Specificities of the antisera were established by Western blotting of the protein extracts of HEK-293T cells exogenously expressing ajSlc13a1 or ajSlc26a1 (data not shown). The fragments corresponding to the open reading frames of ajSlc13a1 and ajSlc26a1 were subcloned into the pcDNA3 vector. HEK-293T cells were cultured in Dulbecco’s modified Eagle’s medium (Sigma-Aldrich Japan, Tokyo, Japan) containing 10% fetal bovine serum (Invitrogen Japan, Tokyo, Japan), 100 U/ml penicillin, and 100 μg/ml streptomycin. The cells were transfected with the ajSlc13a1, ajSlc26a1, or mock plasmid by using Lipofectamine 2000 (Invitrogen Japan) according to the manufacturer’s instructions. The cells were washed three times with PBS and solubilized with Laemmli buffer. The cell lysates were separated by SDS-PAGE using a 7.5% polyacrylamide gel and electroblotted onto a polyvinylidene difluoride membrane. Nonspecific binding was blocked with 5% nonfat skim milk in TBST (100 mM Tris-HCl, pH 7.5, 150 mM NaCl, and 0.1% Tween 20) for 1 h at room temperature. The membranes were incubated with anti-ajSlc13a1, anti-ajSlc26a1, or preimmune serum at 1:10,000 dilution overnight at 4°C. After being washed with TBST, membranes were then reacted with horseradish peroxidase-conjugated donkey anti-rabbit IgG at 1:30,000 dilution for 1 h at room temperature.

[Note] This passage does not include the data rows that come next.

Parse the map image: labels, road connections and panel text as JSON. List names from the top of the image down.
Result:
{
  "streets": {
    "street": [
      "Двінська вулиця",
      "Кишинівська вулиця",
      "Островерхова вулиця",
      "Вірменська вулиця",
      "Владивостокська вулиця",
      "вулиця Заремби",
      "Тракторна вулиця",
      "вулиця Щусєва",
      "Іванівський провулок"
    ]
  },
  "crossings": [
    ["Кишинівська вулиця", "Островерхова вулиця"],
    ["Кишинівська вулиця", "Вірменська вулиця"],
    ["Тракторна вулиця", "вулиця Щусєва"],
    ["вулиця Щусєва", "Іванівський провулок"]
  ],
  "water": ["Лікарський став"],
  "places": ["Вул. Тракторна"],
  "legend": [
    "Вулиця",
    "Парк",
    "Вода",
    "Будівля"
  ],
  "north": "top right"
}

The bound secondary antibody was visualized by enhanced chemiluminescence detection using ECL-Plus reagent (Amersham Bioscience) according to the manufacturer’s instructions. Two specific protein bands of 60 and 120 kDa were stained with anti-ajSlc13a1 antiserum, which correspond to monomeric and dimeric forms of ajSlc13a1. Similarly, anti-ajSlc26a1 antiserum visualized 80-kDa monomer and 170-kDa dimer bands of ajSlc26a1 on Western blotting of extracts of HEK-293 cells expressing ajSlc26a1. The sizes of ajSlc13a1 and ajSlc26a1, determined by Western blotting, are consistent with those predicted from the coding sequences of their cDNAs.
In situ hybridization.
Kidneys from anesthetized freshwater eels perfused and fixed with 10% buffered neutral formalin (Muto Pure Chemicals, Tokyo, Japan) were harvested, embedded in paraffin, and sectioned (4 μm). The following DNA templates were used for the preparation of digoxigenin (DIG)-labeled riboprobes: a 431-bp fragment of ajSlc13a1 cDNA (nucleotides 215–645) and a 489-bp fragment of ajSlc26a1 cDNA (nucleotides 1831–2319). DIG RNA labeling mix (Roche Diagnostics, Mannheim, Germany) was used for synthesizing DIG-labeled sense and antisense probes. Alkaline phosphatase-conjugated anti-DIG antibody and nitro blue tetrazolium/bromochloroindolyl phosphate substrates were used to visualize the signal, followed by counterstaining with Kernechtrot (Muto Pure Chemicals).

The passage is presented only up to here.